But challenges remain in a move to Fiduciary level of care
–Fiduciary a path to a profession: Statutory fiduciary requirement a path to a true profession: Finance professor/lawyer Ron Rhoades in the Journal of Financial Planning’s The Fiduciary Issue Path Toward a True Profession – The DOL’s Conflict of Interest Rule and BICE’s Impartial Conduct Standards argues that “The DOL’s fiduciary rule…promises to propel the financial planning community closer to status as a true profession with its foundation firmly rooted in the provision of objective advice and counsel.” (I would agree that Fiduciary standard of care is a necessary, but not a sufficient condition for moving the advice business to the advice profession. Fiduciary duty is necessary, but not sufficient)
–Fiduciary is about advice (process not product) in the client’s best interest: In Michael Kitces in The Compliance #FinTech Gap Under DoL Fiduciary And The Next Generation Of Robo-Advice Fiduciary is about advice/process rather than product. This is radically different from current model where irrespective of Broker-Dealer/Insurance-Co/RIA the standard for the ‘advice’ provided is product based suitability/suitability/PrudentPortfolio; so there are no standards for advice as such. Fiduciary level of care will require standards for advice to demonstrate that the “advice is the client’s best interest”. Today’s reality is that there are no industry wide standards that ‘advisor’ or his employer can point at to defend themselves. But according to the US-DoL fiduciary rule the “financial institutions (including advisory firms themselves) now have an oversight responsibility pertaining to whether the advice their advisors provide really betters the client’s situation.” There is a good chance that in this fiduciary world advice (financial plan) will in fact be delivered by a computer algorithm to insure that it is consistent across the company’s advisors, and the financial planning software become the fiduciary compliance solution. The algorithms could be based on the CFP or RIIA (or CFA) advice processes, but at this time there is no guarantee that the resulting advice will be the same, depending on the software (and perhaps even the individual who drives it). The bottom line is that the DoL fiduciary rule effectively will force financial institutions to oversee the advice delivered by their ‘advisors’. (So nothing new here, process must be defined/used/improved to deliver quality products (ISO9000?). At a minimum it must include an Investment Policy Statement (IPS) and an appropriate low cost portfolio implementation reflecting the goals/objectives/risk-tolerances/constraints of the clients; if necessary, the courts will ultimately determine compliance with fiduciary/best interest standards, but I don’t think it will be that difficult to do in the vast majority of cases.)

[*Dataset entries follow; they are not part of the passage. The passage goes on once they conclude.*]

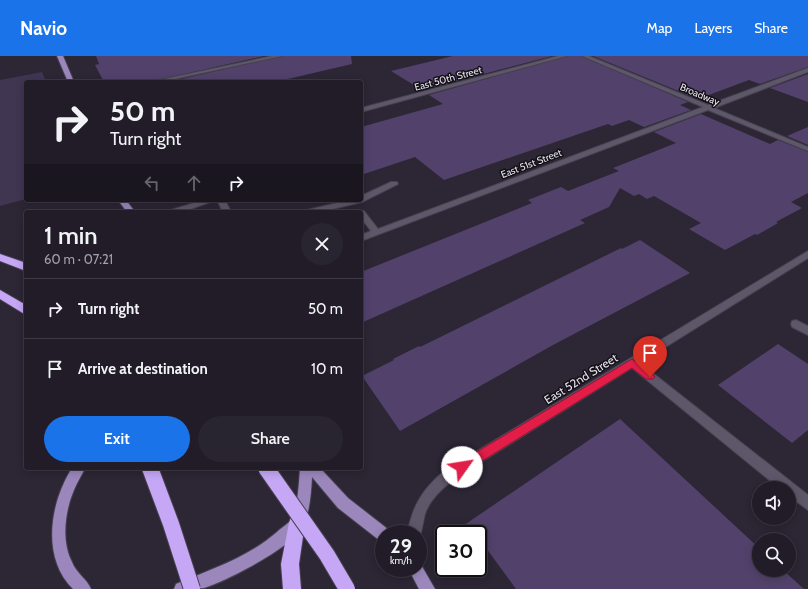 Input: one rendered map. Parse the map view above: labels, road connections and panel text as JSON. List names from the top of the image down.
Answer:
{
  "streets": {
    "street": [
      "East 50th Street",
      "Broadway",
      "East 51st Street",
      "East 52nd Street"
    ]
  },
  "crossings": [
    ["Broadway", "East 51st Street"]
  ],
  "page": {
    "header": "Navio",
    "nav": ["Map", "Layers", "Share"],
    "turn": ["50 m", "Turn right"],
    "heading": ["1 min", "60 m · 07:21"],
    "list": [
      {
        "name": "Turn right",
        "value": "50 m"
      },
      {
        "name": "Arrive at destination",
        "value": "10 m"
      }
    ],
    "buttons": ["Exit", "Share"],
    "speed": "29 km/h",
    "limit": "30"
  }
} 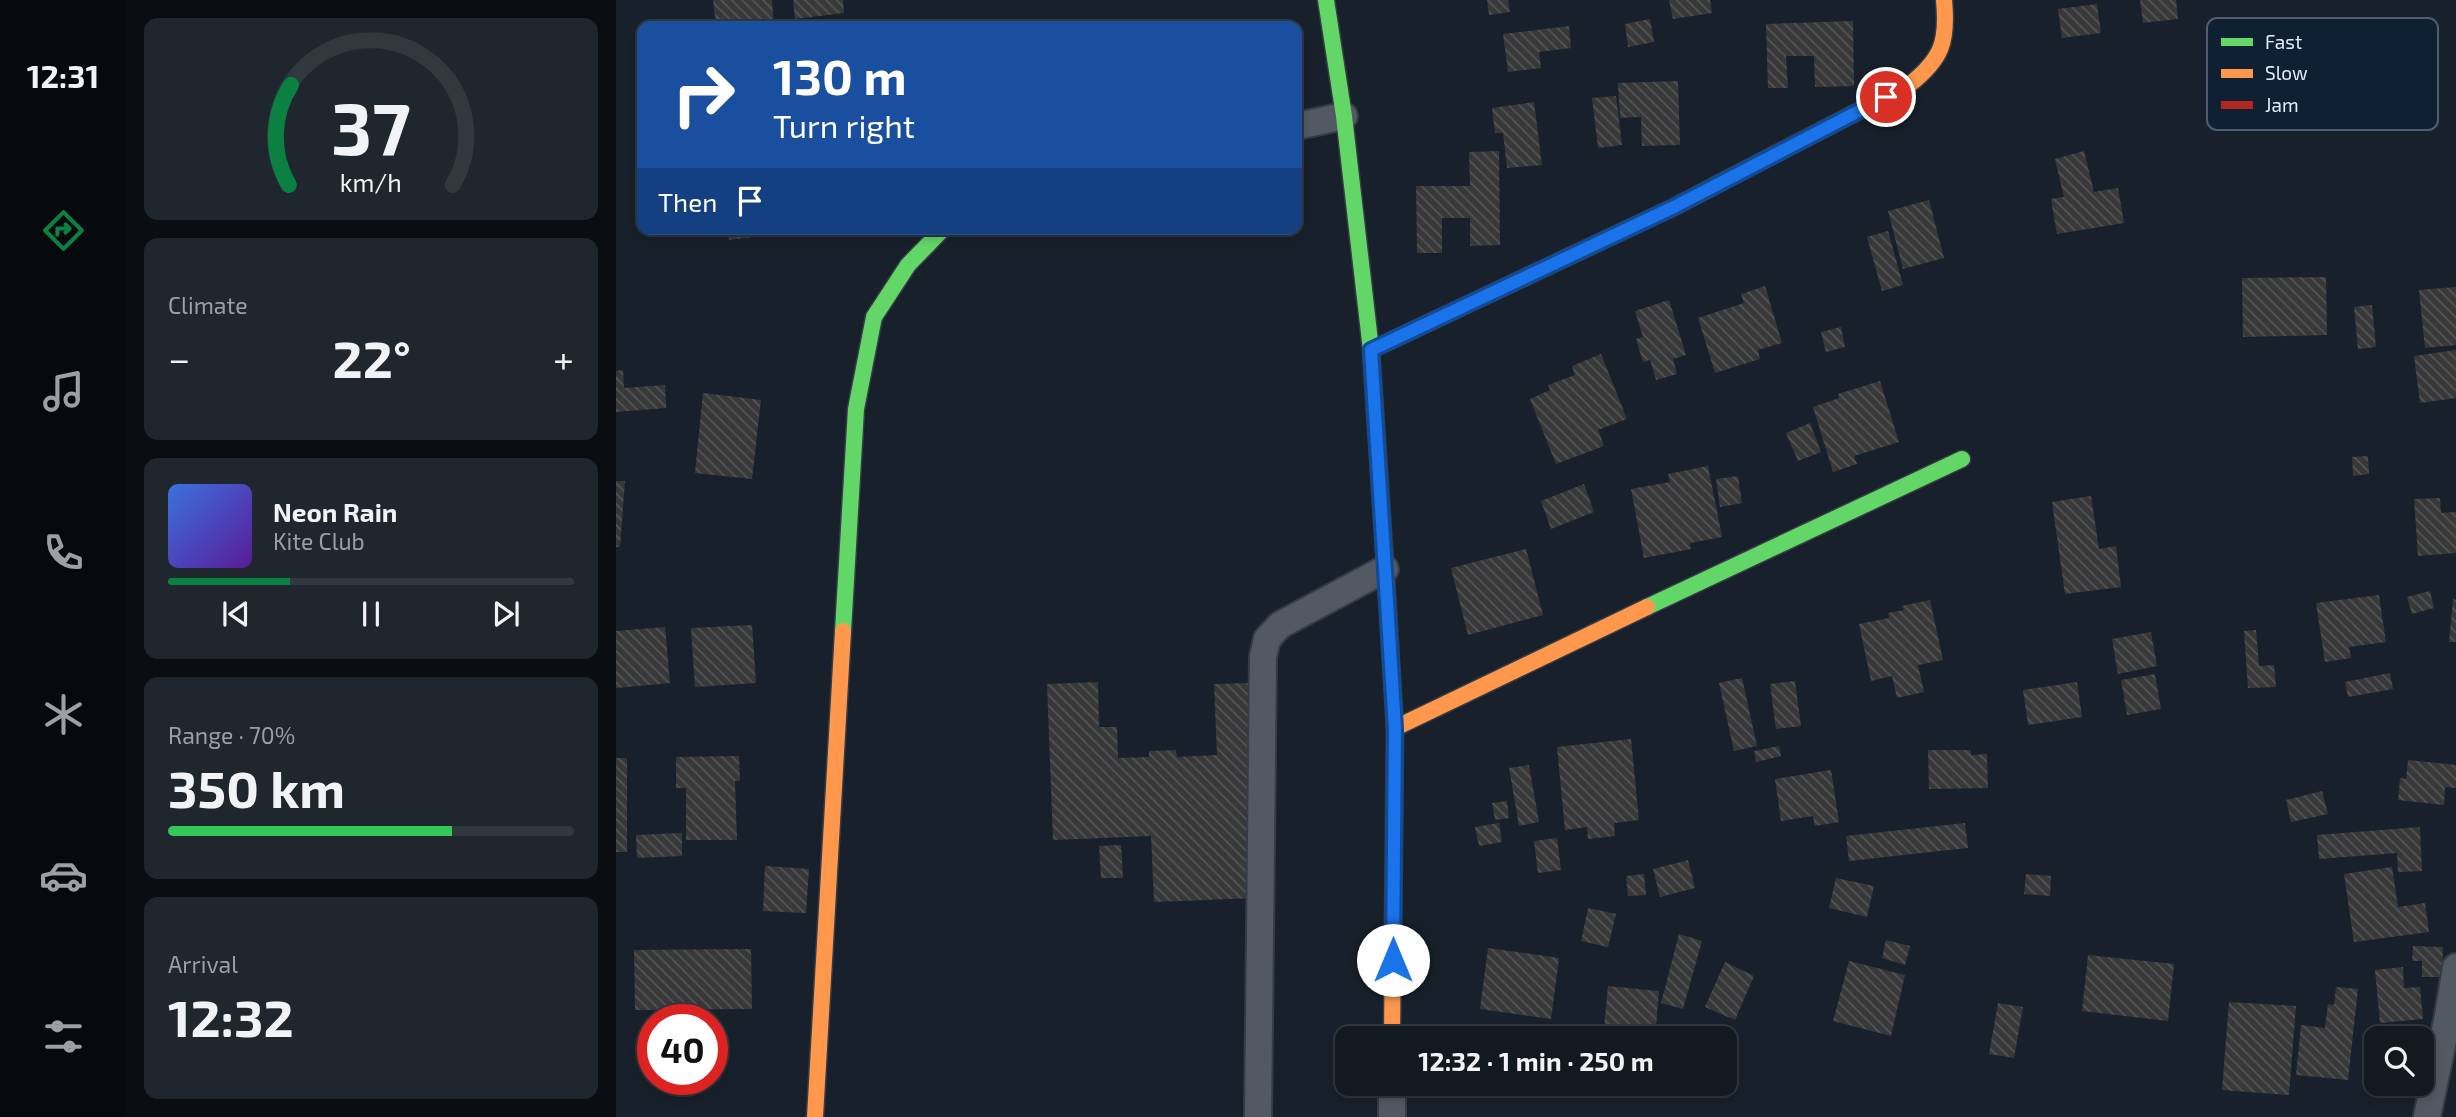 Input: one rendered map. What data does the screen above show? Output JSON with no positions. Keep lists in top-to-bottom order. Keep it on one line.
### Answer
{"legend":["Fast","Slow","Jam"],"page":{"tabs":"12:31","turn":["130 m","Turn right"],"then":"Then","tile":["Climate",["Range · 70%","350 km"],["Arrival","12:32"]],"heat":["−","22°","+"],"song":["Neon Rain","Kite Club"],"limit":"40","trip":"12:32 · 1 min · 250 m","gauge":["37","km/h"]}} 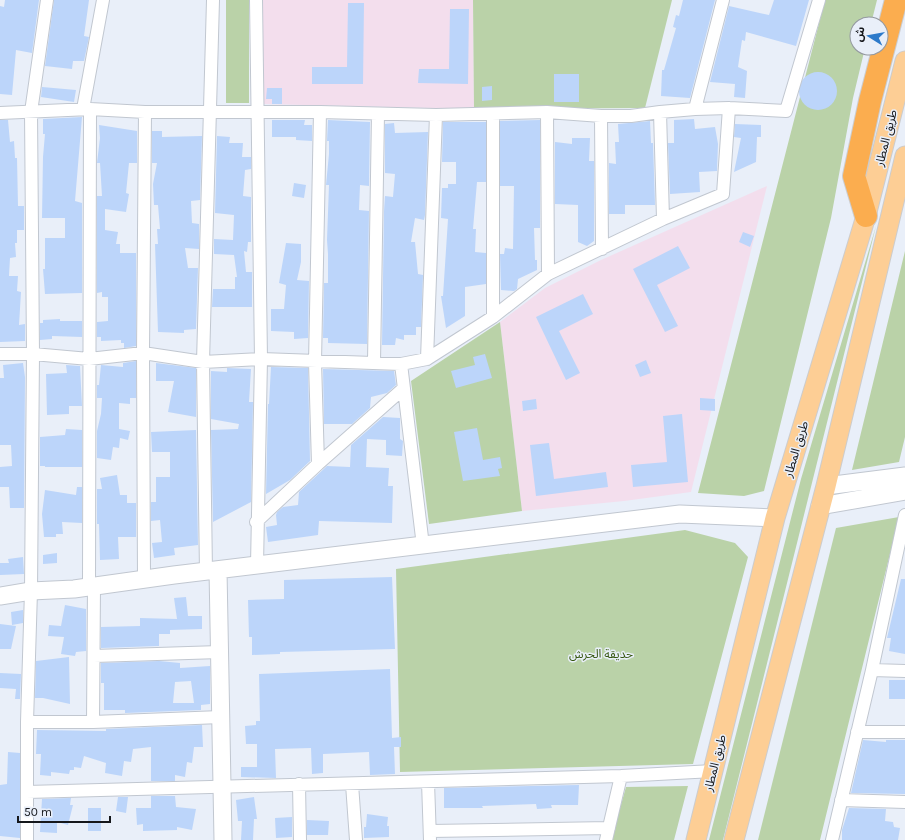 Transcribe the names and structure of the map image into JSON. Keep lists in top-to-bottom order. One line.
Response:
{"streets":{"main road":["طريق المطار"]},"parks":["حديقة الحرش"],"scale_bar":"50 m","north":"left"}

Given a fiduciary standard even products/practices usually considered toxic can be accommodated (at least theoretically due to threat of prosecution for non-fiduciary actions): CFA Institute blog DOL fiduciary rule: Though complex it moves investment advice model in right direction discusses the subject and notes that the DoL rule even allows firms to sell only Proprietary Products “permit firms to offer and sell only their products under a best-interests contract exemption (BICE), without having to offer competing options to clients”, Marketing of Plan Roll-Overs “recommendations about whether clients should take money out of a retirement plan such as a 401(k) now become fiduciary in nature”, Education “greater leeway on educational exemptions…useful to companies wanting to ensure employees in their defined-contribution plans receive basic investment information. The exemptions are much stricter, however, when they apply to individual retirement accounts, as DOL will treat references to specific investment options as advice rather than education.”, Low-Fee Products Many financial service providers complained that the original proposal favored low-fee and low-cost products… service providers do not have to recommend the lowest-cost investment option if a more appropriate option that better suits the clients’ needs is available. The best-interests requirement still carries the day, but enforcement, again, will be key.” Insurance Products “The BICE will allow advice relating to insurance products…also include a “streamlined exemption” for recommendations relating to fixed-rate annuities, but not for variable-rate annuities”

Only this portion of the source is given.